(Records contained in a dataset)
• • • •

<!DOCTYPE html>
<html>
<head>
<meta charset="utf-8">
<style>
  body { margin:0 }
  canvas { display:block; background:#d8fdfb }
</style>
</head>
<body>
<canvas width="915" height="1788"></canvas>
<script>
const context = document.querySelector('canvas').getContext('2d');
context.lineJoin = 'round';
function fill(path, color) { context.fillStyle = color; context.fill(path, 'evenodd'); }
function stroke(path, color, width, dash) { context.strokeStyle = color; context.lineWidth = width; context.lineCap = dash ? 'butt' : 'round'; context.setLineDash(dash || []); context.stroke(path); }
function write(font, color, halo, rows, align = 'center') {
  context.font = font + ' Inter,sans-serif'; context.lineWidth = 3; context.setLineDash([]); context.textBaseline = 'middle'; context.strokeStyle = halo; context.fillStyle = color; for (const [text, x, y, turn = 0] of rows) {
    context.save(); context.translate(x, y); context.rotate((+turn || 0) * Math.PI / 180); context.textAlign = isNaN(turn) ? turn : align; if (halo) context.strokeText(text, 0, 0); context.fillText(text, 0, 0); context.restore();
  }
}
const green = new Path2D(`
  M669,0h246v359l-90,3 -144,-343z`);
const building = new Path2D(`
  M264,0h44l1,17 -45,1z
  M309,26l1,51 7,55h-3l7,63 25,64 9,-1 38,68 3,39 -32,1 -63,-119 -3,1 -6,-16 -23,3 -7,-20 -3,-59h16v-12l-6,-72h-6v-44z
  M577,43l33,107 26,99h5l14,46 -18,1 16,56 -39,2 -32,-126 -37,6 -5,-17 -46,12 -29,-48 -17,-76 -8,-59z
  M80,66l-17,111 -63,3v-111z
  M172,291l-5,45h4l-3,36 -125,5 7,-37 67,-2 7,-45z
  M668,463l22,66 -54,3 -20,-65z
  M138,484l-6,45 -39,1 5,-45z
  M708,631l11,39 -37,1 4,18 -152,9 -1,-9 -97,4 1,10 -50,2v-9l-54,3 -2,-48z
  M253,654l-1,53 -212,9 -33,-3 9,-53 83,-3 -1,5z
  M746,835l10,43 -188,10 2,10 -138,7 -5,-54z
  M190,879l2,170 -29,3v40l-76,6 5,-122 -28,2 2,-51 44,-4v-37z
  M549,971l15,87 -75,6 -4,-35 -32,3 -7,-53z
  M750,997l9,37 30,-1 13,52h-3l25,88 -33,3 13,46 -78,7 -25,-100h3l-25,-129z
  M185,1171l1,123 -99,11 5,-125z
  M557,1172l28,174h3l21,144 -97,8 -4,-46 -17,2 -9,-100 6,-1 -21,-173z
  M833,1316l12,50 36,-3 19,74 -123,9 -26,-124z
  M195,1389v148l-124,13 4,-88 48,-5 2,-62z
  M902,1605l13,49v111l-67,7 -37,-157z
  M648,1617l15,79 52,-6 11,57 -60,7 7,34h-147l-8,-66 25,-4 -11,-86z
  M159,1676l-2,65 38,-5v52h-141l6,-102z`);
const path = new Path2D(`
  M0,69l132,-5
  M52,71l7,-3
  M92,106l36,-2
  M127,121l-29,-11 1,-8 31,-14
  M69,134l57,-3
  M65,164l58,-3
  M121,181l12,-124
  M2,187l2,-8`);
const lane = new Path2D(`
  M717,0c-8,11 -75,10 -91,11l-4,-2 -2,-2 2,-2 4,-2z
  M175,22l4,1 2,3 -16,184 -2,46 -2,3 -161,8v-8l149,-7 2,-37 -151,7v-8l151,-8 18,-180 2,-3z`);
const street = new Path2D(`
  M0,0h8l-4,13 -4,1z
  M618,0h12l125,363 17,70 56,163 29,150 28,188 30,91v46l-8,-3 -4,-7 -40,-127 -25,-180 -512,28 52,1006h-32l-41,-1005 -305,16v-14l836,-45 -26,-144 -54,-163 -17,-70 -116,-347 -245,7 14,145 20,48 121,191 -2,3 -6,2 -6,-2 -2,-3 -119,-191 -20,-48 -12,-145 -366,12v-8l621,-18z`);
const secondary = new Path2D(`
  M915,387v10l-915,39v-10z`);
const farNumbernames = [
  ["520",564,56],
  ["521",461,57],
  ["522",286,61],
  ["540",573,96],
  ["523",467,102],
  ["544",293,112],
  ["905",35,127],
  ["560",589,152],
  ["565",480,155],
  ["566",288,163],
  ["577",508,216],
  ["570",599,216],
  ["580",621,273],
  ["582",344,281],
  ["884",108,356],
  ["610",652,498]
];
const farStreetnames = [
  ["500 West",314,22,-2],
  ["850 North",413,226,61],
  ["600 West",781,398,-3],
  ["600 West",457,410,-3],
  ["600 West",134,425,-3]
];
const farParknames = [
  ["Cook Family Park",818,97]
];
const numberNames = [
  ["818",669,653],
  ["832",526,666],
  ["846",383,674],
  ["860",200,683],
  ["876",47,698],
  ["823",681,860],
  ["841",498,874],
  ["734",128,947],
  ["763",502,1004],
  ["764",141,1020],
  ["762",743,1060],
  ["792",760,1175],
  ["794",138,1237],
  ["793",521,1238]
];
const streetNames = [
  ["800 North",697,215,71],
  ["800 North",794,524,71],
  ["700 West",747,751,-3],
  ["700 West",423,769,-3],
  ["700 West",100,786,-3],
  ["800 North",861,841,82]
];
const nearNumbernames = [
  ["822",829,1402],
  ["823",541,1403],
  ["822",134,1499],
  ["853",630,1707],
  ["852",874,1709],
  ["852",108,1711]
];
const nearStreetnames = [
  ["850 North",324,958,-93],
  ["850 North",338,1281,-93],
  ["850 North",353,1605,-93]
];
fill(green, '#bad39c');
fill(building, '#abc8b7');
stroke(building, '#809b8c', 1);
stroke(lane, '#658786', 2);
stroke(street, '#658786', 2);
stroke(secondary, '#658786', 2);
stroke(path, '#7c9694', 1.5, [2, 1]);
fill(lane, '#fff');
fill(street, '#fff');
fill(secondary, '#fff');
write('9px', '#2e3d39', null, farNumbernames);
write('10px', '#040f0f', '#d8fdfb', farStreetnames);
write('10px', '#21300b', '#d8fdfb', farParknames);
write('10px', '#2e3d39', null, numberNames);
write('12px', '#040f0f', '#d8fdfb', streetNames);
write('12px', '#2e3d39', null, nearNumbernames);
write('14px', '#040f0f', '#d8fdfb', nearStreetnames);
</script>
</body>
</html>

• • • •

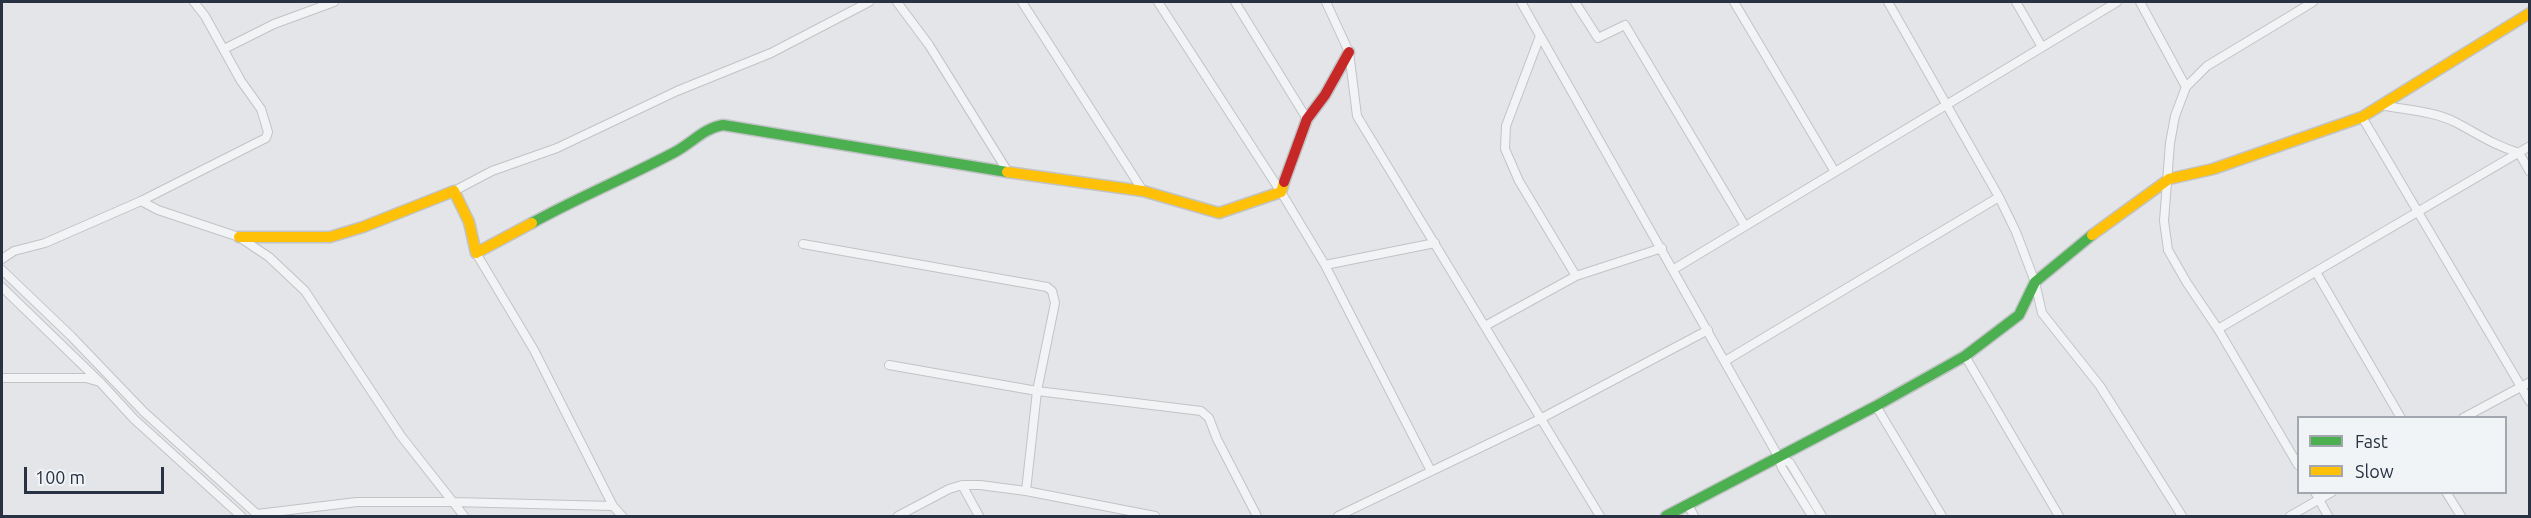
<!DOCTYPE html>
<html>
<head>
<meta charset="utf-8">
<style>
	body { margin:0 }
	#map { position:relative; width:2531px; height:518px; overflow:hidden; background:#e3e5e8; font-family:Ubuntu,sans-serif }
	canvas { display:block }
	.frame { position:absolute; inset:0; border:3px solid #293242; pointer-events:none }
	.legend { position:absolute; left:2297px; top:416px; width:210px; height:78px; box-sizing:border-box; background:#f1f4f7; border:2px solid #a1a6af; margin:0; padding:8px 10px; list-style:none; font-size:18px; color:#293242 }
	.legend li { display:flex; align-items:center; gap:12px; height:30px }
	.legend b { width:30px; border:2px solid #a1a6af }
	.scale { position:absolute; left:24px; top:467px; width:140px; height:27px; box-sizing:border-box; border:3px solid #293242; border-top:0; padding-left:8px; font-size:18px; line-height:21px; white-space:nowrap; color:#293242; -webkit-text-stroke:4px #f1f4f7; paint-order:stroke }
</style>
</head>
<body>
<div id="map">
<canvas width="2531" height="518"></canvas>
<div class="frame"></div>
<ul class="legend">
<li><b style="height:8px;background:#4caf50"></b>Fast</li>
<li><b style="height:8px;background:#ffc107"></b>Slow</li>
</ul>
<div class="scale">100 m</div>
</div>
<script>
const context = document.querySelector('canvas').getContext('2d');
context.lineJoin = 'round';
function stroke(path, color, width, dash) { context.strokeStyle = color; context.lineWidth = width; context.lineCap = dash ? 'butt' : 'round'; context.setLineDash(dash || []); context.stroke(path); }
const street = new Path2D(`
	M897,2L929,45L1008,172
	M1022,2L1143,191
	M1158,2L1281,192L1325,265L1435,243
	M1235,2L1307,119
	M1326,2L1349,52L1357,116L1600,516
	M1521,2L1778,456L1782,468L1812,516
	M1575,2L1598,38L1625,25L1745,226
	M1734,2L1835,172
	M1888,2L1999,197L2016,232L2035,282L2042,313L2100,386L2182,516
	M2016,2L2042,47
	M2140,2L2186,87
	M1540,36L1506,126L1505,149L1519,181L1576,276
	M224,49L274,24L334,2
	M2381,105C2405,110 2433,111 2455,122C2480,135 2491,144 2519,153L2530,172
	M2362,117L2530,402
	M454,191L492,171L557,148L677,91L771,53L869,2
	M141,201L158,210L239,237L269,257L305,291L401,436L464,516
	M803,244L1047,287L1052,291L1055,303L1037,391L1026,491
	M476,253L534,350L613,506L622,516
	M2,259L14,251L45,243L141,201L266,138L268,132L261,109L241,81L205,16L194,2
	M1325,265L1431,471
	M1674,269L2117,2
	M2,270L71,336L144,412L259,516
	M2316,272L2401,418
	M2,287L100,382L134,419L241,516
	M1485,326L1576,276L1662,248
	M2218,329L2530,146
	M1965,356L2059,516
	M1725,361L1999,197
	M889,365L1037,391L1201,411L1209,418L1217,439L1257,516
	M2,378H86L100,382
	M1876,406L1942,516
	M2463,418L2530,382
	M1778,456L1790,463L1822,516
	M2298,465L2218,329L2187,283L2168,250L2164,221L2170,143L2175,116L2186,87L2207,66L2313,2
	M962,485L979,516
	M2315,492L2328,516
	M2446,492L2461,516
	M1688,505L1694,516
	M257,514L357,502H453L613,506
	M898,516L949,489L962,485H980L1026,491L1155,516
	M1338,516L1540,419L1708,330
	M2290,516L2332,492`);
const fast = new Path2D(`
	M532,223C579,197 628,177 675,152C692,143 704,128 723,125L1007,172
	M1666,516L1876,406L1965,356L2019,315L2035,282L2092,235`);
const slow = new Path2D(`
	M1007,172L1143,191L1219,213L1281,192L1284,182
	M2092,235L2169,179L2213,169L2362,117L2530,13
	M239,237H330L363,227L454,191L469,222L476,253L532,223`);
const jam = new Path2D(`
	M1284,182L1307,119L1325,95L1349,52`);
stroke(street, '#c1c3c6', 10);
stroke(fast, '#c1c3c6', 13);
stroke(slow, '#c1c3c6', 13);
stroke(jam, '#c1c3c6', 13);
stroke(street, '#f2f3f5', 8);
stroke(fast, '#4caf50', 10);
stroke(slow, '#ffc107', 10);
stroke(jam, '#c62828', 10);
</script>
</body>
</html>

• • • •

WHAT YOU SHOULD DO => Wherever the word "align" appears in a line of the data above, copy that line.

ANSWER SECTION =>
function write(font, color, halo, rows, align = 'center') {
    context.save(); context.translate(x, y); context.rotate((+turn || 0) * Math.PI / 180); context.textAlign = isNaN(turn) ? turn : align; if (halo) context.strokeText(text, 0, 0); context.fillText(text, 0, 0); context.restore();
	.legend li { display:flex; align-items:center; gap:12px; height:30px }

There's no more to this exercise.